As we head into another school year here in Arizona, I start to think of the unique social and emotional needs of gifted students. Whereas all students are special and their emotions certainly need to be taken into account by teachers and other school personnel, the gifted student usually has some distinctive traits that may set him or her apart. When teachers do not understand these, it can lead to unnecessary friction and misunderstanding and can often start the year on a negative note. Here is a list of some of the most common characteristics of gifted individuals.

  • Highly curious
  • Constant questioning, usually beginning early
  • Sophisticated sense of humor
  • Catches on to new ideas quickly
  • Unique way of looking at things
  • Outstanding memory
  • Idealism and sense of justice

A second important list comes from Dabrowski and his list of overexcitabilities. These characteristics can be even more challenging to deal with in a classroom.

  • A person’s heightened response to stimuli
    • Intellectual
    • Imaginational
    • Emotional
      • Complex emotions
      • Intense feelings
      • Strong emotional attachments
      • Heightened concern for the environment
      • Compassion
      • Empathy
    • Psychomotor
    • Sensual

Not only are some, if not all of these seen but many will show what I call the “more so” effect. It is as if the “emotion dial” as been turned up slightly. Making these and other characteristics more intense. It is why a classroom filled with these students can seem more energetic, passionate, and often exhausting for the teacher.

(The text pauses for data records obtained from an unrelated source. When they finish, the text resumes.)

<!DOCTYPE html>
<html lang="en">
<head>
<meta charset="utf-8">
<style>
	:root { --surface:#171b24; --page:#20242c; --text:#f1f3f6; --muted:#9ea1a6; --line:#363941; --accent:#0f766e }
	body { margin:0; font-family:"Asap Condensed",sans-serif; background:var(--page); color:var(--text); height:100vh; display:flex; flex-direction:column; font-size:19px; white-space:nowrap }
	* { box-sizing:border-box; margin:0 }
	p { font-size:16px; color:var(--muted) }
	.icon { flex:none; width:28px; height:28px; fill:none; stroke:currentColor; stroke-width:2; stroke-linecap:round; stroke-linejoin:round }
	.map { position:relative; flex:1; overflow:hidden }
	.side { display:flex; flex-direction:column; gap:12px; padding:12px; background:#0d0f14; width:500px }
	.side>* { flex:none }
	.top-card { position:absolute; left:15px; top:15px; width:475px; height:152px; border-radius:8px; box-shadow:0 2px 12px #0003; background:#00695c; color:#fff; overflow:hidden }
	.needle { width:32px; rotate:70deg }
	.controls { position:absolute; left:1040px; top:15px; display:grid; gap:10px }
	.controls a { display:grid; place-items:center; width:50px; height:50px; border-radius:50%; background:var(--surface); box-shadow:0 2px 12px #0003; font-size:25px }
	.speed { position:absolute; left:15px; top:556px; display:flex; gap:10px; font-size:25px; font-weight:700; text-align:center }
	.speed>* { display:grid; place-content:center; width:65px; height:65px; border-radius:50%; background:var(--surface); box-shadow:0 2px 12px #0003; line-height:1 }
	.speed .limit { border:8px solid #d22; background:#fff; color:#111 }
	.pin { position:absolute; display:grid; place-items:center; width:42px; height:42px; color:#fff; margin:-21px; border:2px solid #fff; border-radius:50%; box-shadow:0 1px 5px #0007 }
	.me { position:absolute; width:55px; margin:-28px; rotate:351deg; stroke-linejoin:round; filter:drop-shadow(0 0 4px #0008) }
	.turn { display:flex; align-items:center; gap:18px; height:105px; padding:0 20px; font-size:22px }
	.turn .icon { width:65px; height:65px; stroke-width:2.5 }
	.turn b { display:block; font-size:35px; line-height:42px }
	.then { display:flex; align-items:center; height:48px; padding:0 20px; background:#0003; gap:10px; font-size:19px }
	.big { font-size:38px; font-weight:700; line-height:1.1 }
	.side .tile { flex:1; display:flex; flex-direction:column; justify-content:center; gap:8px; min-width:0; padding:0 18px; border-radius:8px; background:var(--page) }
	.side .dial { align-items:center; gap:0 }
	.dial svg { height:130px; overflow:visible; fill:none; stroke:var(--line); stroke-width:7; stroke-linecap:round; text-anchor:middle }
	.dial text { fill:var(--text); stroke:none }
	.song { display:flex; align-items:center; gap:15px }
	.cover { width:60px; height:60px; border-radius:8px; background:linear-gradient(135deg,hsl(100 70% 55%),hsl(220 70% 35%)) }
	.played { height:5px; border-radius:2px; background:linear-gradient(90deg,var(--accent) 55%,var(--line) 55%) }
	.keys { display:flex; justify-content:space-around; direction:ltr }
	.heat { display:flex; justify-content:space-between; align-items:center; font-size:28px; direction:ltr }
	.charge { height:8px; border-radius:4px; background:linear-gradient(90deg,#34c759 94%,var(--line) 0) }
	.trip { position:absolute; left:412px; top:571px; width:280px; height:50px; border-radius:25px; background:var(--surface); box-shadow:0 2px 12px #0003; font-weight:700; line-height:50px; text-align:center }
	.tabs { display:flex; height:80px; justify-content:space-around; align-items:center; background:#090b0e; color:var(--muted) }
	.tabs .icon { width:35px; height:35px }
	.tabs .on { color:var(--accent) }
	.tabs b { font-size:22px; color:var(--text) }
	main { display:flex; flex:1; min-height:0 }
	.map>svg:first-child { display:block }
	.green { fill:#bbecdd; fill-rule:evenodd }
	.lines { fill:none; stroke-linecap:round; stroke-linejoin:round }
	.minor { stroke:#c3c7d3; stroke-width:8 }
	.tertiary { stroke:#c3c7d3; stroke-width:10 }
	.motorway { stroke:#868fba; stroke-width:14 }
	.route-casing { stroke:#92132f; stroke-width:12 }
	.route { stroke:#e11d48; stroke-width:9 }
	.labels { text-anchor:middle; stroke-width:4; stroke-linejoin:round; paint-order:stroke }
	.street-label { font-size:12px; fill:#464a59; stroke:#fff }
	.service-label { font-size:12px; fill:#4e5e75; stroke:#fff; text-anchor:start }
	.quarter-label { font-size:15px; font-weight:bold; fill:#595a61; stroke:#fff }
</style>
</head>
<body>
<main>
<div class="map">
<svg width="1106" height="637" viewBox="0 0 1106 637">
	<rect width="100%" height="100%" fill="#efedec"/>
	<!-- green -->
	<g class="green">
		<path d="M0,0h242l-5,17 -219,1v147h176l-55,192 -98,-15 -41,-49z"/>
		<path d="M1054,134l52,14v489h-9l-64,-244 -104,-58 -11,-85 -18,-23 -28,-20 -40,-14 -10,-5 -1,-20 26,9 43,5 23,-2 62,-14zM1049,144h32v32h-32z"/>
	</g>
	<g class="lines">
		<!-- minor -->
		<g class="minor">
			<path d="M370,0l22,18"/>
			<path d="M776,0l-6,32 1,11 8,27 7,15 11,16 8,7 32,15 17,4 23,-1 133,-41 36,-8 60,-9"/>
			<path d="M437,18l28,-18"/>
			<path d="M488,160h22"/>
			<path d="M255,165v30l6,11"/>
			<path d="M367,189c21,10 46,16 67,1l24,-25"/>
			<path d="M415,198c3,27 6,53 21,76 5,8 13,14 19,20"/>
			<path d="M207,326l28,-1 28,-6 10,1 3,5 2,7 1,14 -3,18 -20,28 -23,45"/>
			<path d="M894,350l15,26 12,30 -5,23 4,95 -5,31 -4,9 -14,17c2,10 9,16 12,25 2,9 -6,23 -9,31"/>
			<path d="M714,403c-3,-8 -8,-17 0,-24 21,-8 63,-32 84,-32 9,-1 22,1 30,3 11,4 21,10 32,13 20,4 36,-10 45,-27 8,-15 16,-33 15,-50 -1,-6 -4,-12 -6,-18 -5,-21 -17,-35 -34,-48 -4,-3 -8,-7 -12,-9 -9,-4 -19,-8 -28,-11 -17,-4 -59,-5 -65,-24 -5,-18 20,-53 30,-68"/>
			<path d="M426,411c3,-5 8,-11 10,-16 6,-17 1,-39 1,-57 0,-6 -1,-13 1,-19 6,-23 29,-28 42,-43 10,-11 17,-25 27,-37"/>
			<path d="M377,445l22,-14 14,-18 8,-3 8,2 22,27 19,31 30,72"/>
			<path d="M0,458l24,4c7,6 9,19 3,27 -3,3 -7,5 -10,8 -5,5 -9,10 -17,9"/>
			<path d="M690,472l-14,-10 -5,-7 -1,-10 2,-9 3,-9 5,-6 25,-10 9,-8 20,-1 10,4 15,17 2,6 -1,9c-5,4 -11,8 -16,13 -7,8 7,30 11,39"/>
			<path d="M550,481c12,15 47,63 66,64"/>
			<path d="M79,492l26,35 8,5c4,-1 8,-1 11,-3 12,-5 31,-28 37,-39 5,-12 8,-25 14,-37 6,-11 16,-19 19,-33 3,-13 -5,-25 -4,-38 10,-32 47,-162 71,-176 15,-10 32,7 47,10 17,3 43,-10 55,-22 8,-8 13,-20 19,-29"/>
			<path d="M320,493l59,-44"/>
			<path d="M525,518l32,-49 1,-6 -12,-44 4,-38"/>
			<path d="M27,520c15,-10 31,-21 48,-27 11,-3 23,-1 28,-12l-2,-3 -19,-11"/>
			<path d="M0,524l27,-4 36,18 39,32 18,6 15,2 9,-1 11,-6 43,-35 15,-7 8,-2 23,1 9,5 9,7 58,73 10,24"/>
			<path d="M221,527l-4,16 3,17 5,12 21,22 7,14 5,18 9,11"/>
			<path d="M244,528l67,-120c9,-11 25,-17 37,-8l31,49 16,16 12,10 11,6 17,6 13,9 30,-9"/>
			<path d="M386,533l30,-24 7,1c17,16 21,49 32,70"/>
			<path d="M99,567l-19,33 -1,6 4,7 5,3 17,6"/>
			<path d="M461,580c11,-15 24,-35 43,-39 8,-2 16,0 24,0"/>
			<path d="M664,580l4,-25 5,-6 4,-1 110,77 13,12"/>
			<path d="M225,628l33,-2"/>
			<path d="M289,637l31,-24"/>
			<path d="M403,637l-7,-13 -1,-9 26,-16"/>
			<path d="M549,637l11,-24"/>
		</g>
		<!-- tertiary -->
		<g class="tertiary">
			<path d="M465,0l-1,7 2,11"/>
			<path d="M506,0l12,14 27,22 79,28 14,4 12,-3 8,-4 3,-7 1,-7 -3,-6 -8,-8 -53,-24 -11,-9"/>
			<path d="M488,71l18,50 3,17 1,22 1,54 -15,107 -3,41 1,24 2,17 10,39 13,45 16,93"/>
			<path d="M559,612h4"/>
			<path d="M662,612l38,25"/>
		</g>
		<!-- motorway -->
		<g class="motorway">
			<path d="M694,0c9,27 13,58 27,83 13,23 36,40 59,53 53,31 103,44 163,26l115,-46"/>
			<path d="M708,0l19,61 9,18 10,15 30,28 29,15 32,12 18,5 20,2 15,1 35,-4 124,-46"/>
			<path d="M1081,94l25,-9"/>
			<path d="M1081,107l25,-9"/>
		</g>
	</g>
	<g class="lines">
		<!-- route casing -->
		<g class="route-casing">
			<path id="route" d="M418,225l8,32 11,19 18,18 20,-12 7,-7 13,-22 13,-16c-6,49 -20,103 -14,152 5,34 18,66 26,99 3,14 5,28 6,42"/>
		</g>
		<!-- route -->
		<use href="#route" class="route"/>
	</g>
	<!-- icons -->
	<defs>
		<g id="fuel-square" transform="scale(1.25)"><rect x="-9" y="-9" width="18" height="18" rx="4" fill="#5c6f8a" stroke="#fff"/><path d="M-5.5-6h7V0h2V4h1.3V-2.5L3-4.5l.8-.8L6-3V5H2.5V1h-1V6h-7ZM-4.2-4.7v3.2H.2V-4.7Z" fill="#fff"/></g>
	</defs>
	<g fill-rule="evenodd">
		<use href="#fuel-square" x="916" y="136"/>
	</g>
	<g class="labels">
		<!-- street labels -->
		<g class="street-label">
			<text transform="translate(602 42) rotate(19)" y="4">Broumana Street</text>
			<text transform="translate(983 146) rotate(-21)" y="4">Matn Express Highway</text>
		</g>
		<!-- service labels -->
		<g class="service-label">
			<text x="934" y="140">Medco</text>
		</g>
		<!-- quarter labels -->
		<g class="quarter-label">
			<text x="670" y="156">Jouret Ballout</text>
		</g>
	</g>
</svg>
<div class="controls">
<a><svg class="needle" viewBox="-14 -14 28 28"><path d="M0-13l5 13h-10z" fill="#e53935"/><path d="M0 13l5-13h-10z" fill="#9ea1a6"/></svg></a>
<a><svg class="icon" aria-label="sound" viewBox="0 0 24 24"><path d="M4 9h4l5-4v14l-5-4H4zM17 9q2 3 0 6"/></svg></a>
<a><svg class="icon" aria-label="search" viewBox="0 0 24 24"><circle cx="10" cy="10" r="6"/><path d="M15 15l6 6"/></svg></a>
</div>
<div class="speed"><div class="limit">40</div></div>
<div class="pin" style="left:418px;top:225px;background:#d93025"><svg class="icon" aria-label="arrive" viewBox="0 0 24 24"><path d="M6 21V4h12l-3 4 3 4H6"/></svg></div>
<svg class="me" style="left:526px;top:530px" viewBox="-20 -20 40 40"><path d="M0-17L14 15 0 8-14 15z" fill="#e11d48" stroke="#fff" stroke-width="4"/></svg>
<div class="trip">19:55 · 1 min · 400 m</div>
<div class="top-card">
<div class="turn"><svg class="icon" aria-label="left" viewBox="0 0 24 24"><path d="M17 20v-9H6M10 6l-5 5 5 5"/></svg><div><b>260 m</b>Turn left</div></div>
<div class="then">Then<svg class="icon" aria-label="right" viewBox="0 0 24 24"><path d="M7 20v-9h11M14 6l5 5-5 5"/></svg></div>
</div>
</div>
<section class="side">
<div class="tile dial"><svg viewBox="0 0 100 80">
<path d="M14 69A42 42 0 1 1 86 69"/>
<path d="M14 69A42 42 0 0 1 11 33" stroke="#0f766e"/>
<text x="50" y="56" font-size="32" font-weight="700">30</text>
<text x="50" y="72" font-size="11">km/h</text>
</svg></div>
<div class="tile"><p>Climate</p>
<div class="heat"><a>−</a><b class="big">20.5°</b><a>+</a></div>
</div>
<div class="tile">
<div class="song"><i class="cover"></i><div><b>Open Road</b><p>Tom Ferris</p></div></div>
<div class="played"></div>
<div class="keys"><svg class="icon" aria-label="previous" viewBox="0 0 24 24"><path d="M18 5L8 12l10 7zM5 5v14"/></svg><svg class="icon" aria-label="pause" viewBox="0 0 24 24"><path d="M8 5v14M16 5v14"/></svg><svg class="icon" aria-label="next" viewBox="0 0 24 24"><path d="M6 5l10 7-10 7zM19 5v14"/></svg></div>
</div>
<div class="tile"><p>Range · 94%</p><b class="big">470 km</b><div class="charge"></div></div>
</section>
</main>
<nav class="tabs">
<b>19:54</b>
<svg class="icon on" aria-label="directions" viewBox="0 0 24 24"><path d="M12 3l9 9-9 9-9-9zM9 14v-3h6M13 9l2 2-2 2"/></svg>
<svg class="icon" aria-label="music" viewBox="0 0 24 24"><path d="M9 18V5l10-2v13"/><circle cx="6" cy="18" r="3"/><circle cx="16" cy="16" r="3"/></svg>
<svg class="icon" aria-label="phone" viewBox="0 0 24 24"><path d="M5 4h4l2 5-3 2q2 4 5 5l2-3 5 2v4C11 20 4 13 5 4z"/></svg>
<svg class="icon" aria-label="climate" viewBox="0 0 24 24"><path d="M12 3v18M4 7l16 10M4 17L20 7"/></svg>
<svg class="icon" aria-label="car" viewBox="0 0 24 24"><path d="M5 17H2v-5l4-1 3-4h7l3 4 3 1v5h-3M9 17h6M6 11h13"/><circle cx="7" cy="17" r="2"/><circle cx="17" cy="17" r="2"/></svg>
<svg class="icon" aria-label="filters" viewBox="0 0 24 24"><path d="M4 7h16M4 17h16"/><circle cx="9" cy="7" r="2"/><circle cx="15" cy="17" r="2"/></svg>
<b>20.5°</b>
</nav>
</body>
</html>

The first step for those working with gifted students is to understand these unique characteristics and the needs that come with them. When a child is feeling overwhelmed because things don’t seem “fair” in the classroom or on the playground, or is asking endless questions about a subject being studied, the adults around him/her must understand that he/she is not trying to be annoying or obstinate, but that is how he/she is “wired”. Strategies and systems need to be put in place in the classroom to deal with these strong emotions. Possibly, a box or log to write the feeling down so that it can be looked at later or a time set aside when everyone can vent what is on his/her mind. Two things need to be kept in mind in order to maintain control of the learning environment. First, although issues should be addressed at some point, it is not always at the exact moment the child wants it. Teachers (and parents) must remember that they are the adult and therefore in charge of the situation. When and how the strategy is used depends on the age of the child. As long as the child understands that his/her needs are important, learning to table them until a later time is a good skill to have. This brings us to the second point, children with these emotional needs must be taught coping skills. As much as these traits are a part of them, these individuals need to be able to live in the “real world” and handle themselves appropriately. When a child feels the need to question everything, it can be seen as challenging authority in many situations. That child could keep a log and write down the questions, then at the end of the day, select two to ask the teacher privately, teaching him/her that there is a time and place to voice ones’ opinions. A heightened concern for a specific issue in the world can be turned into a special project that the student, small group, or entire class can work on. This would show students that they can make a difference, no matter how young.

When a teacher is aware of these unique gifts of their students, along with their heightened intellectual capabilities, he/she can create a learning environment that enriches all areas of the students’ lives.